__WHAT THE EXERCISE ASKS__
Count every line of the material that holds the string "stream". Respond with the total only.

__PROVIDED INFORMATION__

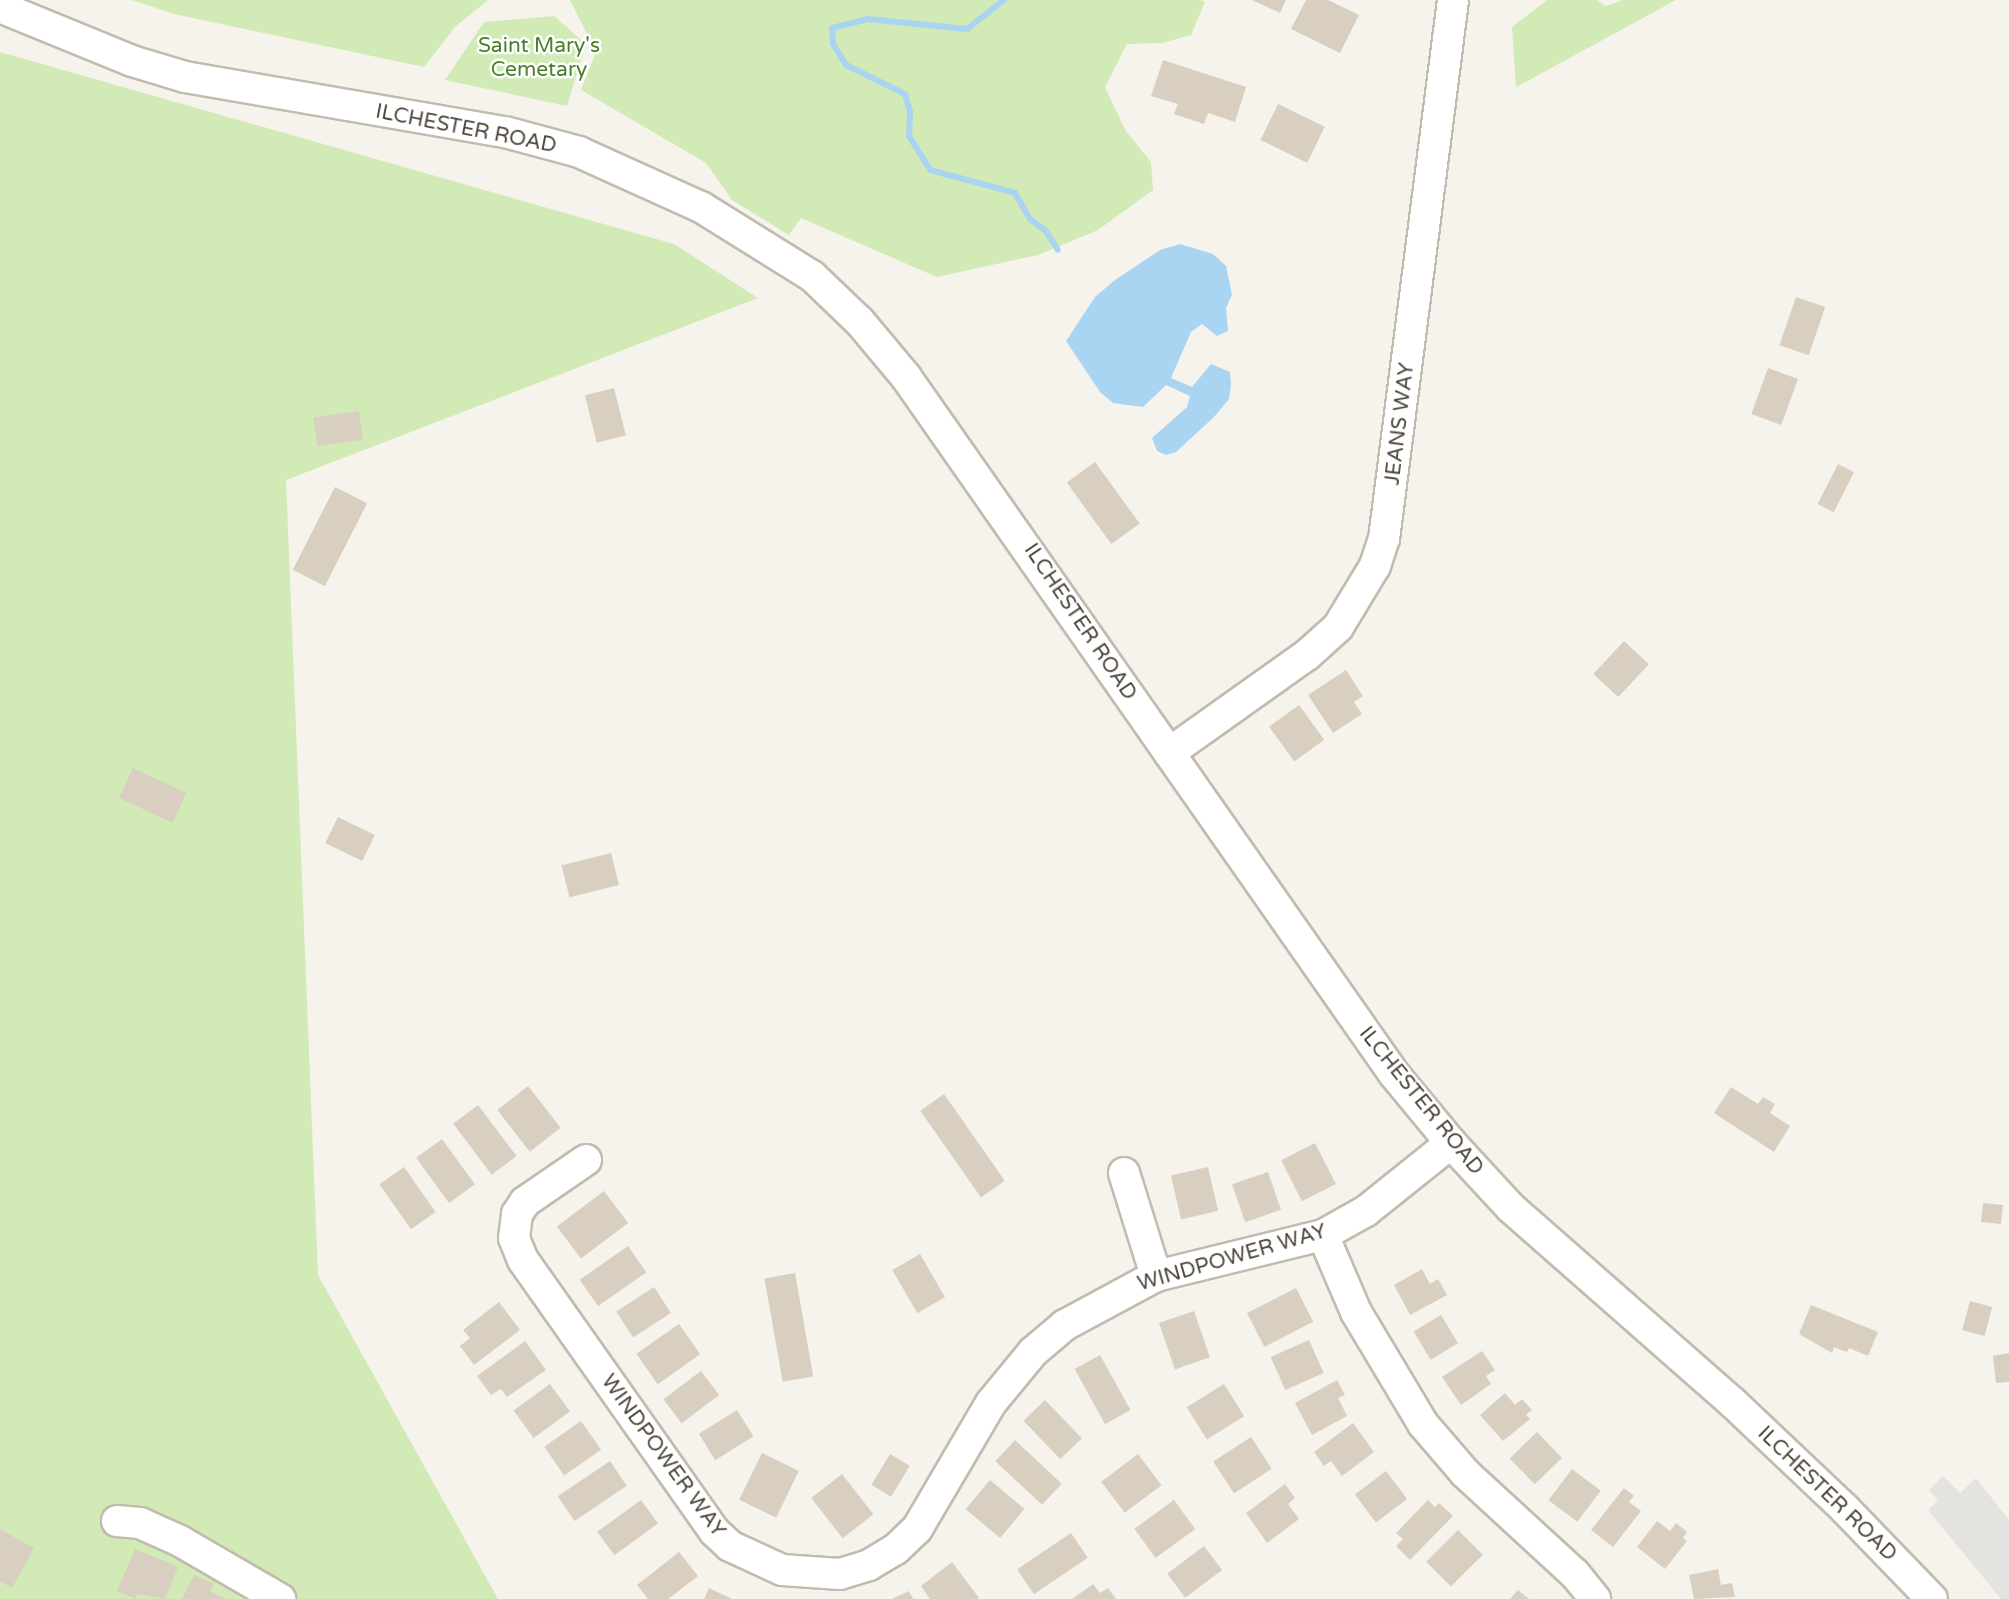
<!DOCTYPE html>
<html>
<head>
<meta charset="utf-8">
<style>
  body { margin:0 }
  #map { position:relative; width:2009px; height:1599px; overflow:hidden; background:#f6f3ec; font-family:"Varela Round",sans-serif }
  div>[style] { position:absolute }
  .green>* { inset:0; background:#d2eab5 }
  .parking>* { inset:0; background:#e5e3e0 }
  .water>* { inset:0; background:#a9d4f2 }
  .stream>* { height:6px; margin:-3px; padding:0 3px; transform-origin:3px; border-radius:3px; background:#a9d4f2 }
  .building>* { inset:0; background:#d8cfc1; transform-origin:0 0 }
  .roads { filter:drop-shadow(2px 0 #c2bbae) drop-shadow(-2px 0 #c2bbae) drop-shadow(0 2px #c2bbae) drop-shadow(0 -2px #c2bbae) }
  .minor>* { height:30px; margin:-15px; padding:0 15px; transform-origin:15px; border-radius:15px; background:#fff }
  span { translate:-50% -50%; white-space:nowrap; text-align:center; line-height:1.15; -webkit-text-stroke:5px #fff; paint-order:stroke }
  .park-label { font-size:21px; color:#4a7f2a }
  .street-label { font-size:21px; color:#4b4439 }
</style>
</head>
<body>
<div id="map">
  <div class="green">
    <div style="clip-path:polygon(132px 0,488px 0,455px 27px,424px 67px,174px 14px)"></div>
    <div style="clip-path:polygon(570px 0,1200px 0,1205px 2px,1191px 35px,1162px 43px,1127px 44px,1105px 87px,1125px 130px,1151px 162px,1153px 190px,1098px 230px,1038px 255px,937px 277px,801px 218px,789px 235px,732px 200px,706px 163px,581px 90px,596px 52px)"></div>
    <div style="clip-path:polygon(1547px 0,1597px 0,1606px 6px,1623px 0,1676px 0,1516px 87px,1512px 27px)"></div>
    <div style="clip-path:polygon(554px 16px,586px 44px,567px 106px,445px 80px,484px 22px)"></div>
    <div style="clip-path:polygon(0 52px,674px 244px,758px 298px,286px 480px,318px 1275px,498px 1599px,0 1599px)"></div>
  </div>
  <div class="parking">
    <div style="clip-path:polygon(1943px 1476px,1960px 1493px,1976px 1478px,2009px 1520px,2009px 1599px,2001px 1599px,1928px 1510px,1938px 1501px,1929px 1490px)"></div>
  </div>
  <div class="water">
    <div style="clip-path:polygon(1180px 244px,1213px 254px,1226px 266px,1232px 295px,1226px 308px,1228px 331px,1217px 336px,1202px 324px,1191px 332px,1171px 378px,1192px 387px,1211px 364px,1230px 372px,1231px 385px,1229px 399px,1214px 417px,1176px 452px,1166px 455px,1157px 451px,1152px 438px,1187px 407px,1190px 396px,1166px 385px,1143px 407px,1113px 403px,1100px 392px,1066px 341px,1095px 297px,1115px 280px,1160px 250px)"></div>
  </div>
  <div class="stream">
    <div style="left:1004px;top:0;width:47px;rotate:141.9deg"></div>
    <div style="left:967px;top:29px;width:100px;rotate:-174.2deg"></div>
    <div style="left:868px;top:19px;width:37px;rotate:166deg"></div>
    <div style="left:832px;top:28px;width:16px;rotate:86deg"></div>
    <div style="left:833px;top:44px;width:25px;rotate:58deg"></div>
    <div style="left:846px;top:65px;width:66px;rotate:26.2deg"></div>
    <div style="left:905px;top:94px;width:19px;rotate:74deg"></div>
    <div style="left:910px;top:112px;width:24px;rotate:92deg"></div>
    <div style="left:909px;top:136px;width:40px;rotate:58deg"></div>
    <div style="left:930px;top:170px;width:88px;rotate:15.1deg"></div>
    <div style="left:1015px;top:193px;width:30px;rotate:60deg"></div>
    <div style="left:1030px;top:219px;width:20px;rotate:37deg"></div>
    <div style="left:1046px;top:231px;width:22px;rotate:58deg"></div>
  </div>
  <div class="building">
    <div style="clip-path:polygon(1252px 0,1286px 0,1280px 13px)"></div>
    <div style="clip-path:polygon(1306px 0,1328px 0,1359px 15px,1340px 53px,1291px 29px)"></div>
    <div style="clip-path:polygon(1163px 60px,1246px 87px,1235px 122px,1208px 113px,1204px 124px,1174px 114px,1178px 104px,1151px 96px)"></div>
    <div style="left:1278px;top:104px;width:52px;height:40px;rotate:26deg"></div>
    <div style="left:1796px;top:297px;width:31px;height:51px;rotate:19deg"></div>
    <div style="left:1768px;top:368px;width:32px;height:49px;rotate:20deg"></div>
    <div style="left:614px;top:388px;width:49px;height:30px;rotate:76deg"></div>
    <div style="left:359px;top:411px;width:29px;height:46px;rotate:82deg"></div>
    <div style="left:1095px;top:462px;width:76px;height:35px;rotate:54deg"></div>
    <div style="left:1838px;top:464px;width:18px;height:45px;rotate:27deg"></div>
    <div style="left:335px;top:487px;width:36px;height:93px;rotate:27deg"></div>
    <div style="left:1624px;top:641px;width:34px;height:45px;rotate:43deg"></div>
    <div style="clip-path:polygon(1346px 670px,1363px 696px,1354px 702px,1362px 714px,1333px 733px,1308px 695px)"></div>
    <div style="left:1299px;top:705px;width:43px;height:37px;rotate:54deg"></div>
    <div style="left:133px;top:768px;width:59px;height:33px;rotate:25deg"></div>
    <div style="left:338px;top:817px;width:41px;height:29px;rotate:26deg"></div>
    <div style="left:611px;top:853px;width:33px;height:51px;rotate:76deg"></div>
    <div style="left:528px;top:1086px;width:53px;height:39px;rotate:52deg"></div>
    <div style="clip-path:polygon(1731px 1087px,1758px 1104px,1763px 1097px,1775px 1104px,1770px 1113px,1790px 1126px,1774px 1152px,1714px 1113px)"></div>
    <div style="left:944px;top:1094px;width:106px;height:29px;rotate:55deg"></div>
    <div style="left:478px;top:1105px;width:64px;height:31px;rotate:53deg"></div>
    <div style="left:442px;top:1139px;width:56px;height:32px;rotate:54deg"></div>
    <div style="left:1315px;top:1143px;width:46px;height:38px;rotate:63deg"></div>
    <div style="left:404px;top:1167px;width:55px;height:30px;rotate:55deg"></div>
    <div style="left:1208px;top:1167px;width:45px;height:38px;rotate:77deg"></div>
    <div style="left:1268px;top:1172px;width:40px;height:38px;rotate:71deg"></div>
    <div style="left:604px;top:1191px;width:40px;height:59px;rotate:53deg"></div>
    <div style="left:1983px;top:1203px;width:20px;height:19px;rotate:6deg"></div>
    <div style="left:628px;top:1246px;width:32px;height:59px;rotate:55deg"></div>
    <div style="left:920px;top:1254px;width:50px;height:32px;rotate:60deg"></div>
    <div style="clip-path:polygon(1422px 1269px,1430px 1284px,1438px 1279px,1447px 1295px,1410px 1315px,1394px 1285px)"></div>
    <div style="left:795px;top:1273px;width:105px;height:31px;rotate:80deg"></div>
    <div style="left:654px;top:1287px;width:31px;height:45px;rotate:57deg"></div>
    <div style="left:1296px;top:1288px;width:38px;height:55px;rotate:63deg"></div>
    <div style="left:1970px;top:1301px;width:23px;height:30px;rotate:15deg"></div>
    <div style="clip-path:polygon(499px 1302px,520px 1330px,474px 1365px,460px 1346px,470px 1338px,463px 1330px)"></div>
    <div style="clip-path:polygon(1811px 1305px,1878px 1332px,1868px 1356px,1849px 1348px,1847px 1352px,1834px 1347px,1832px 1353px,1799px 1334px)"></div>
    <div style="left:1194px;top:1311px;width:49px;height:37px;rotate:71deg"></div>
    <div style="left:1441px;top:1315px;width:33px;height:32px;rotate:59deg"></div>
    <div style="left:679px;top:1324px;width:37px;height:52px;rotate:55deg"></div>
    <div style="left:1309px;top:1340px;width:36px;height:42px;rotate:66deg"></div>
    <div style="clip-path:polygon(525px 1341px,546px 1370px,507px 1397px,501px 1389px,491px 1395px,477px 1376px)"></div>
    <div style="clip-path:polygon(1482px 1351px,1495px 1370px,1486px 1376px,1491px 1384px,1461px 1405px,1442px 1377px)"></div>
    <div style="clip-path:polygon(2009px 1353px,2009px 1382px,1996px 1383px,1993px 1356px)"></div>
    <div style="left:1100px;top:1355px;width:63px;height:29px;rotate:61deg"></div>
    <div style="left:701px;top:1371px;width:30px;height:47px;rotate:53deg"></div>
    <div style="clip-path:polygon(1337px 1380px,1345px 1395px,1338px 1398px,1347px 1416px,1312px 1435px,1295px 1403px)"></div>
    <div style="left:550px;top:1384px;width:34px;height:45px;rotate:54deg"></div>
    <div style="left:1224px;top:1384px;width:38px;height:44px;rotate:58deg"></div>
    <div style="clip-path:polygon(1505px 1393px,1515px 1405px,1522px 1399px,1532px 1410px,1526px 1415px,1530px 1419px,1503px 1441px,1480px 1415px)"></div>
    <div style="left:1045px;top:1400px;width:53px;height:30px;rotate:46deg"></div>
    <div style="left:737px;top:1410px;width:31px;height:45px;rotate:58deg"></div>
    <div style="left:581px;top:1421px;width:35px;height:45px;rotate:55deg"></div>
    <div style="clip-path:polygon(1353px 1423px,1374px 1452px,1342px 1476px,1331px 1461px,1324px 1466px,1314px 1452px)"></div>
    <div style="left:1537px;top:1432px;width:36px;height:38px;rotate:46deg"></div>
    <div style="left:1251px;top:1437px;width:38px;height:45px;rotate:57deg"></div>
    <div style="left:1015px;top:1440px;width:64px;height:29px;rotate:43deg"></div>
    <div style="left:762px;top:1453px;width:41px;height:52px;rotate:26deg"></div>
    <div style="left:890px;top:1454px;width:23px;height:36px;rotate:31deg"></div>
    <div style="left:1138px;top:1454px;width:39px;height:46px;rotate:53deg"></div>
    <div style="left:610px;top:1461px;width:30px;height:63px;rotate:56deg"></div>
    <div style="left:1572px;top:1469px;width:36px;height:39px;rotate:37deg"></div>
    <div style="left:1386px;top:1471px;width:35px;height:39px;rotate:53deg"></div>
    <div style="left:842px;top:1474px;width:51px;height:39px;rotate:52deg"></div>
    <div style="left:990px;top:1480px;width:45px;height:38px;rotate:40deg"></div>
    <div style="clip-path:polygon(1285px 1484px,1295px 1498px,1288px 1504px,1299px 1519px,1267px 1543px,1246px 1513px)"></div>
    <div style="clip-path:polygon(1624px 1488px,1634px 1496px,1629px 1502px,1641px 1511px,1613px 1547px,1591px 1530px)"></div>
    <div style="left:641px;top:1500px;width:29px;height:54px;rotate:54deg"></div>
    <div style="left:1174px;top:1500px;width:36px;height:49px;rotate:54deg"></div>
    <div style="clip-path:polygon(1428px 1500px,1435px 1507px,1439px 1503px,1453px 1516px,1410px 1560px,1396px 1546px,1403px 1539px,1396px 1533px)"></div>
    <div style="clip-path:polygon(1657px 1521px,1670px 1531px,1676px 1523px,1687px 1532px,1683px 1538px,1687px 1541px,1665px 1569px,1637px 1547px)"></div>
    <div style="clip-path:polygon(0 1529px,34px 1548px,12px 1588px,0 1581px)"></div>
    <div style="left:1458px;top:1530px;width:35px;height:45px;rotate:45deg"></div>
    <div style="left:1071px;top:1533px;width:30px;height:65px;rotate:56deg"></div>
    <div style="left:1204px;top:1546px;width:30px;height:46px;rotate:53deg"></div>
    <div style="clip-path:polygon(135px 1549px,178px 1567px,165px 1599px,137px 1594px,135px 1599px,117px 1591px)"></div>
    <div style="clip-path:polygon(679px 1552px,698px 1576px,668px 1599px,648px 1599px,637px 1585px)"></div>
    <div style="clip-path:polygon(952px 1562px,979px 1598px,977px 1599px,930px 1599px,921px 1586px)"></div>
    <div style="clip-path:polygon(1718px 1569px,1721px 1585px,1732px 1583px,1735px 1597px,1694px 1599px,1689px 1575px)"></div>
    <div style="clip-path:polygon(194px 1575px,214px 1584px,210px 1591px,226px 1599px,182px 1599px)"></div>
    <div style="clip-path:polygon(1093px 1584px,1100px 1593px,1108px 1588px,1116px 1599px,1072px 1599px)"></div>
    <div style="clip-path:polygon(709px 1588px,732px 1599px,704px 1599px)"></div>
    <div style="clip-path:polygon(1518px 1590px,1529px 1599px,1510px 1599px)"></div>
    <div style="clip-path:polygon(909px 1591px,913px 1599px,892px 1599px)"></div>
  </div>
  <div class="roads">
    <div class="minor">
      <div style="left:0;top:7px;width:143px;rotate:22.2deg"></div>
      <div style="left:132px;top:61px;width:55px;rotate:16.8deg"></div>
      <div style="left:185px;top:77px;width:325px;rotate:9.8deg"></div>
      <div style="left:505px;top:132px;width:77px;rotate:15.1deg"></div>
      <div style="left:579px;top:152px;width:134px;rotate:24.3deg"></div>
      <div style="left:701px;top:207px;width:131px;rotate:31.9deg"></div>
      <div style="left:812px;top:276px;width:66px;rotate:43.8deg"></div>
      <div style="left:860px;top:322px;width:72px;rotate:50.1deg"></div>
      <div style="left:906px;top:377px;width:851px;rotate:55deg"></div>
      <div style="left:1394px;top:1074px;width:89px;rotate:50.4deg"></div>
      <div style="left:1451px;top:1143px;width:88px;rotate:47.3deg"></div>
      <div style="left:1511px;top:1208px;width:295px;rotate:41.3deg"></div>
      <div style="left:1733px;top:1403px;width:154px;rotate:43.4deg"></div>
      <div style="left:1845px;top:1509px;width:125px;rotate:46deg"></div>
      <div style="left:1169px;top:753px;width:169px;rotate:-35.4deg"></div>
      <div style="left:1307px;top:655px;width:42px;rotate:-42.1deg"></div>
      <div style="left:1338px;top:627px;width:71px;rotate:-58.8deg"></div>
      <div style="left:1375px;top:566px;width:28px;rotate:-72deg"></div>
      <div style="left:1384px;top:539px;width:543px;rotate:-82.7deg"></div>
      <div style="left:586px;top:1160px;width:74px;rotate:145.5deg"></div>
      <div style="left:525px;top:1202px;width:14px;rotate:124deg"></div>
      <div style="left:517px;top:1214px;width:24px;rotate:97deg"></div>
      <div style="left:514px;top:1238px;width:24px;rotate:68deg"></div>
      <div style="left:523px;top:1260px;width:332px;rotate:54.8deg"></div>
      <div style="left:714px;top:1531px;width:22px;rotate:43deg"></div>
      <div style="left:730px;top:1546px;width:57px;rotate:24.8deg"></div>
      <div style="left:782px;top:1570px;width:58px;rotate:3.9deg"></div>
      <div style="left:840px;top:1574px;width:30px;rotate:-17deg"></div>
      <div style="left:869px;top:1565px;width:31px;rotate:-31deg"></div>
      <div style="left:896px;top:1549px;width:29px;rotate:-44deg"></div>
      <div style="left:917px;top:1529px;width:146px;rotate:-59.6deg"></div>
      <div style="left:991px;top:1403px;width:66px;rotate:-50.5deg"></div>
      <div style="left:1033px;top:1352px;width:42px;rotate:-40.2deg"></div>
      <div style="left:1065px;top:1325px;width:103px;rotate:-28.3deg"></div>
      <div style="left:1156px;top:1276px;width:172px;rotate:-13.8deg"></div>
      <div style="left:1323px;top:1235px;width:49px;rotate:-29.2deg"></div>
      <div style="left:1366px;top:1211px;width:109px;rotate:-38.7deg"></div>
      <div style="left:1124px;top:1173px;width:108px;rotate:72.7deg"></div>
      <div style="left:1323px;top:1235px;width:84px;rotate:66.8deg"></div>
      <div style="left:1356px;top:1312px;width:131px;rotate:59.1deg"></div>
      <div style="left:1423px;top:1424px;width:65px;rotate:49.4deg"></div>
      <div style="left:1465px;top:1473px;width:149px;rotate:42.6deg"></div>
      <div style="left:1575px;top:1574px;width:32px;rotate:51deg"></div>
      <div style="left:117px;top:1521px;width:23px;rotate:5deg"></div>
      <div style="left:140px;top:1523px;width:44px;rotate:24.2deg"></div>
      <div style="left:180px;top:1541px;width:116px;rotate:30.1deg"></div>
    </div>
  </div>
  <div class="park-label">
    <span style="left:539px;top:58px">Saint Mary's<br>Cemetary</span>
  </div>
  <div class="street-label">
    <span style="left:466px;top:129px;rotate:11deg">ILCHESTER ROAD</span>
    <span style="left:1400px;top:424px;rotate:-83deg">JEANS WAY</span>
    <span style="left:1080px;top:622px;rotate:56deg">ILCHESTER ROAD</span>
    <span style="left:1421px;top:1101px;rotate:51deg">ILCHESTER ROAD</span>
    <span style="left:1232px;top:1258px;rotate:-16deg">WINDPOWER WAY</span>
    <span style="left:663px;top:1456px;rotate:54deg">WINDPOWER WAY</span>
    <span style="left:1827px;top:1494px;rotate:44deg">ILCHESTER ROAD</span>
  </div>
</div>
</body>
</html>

__RESPONSE FOR THIS EXERCISE__
2